• **What is needed**: Copy the data that follows exactly, and include none of its images.

• **Records provided**:
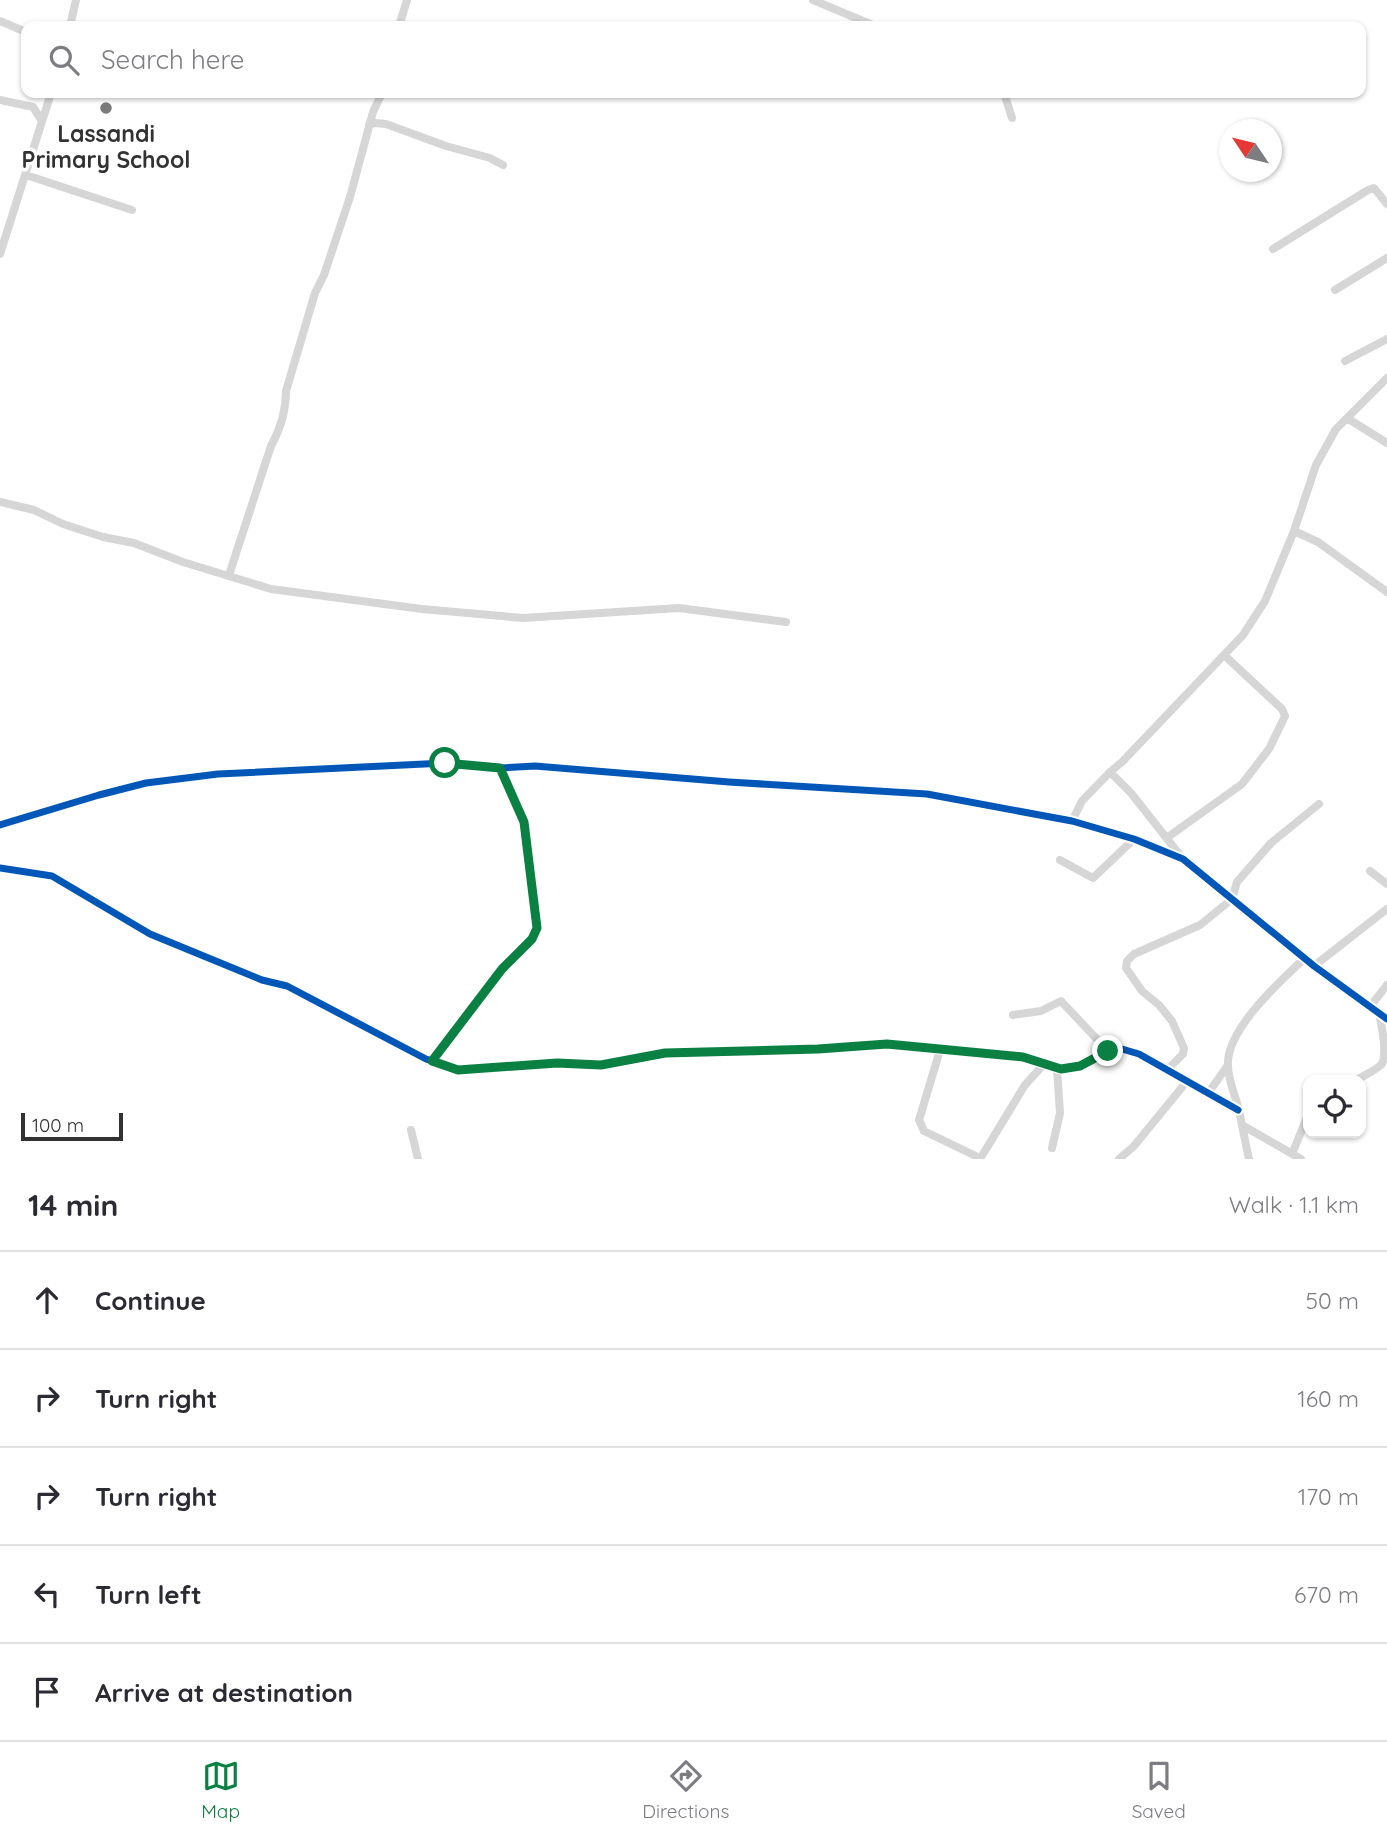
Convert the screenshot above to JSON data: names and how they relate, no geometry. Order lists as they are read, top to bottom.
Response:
{
  "places": ["Lassandi Primary School"],
  "scale_bar": "100 m",
  "north": "top left",
  "page": {
    "search": "Search here",
    "scale": "100 m",
    "heading": ["14 min", "Walk · 1.1 km"],
    "list": [
      ["Continue", "50 m"],
      ["Turn right", "160 m"],
      ["Turn right", "170 m"],
      ["Turn left", "670 m"],
      "Arrive at destination"
    ],
    "nav": ["Map", "Directions", "Saved"]
  }
}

• **Expected answer**:
Convert the screenshot above to JSON data: names and how they relate, no geometry. Order lists as they are read, top to bottom.
Response:
{
  "places": ["Lassandi Primary School"],
  "scale_bar": "100 m",
  "north": "top left",
  "page": {
    "search": "Search here",
    "scale": "100 m",
    "heading": ["14 min", "Walk · 1.1 km"],
    "list": [
      ["Continue", "50 m"],
      ["Turn right", "160 m"],
      ["Turn right", "170 m"],
      ["Turn left", "670 m"],
      "Arrive at destination"
    ],
    "nav": ["Map", "Directions", "Saved"]
  }
}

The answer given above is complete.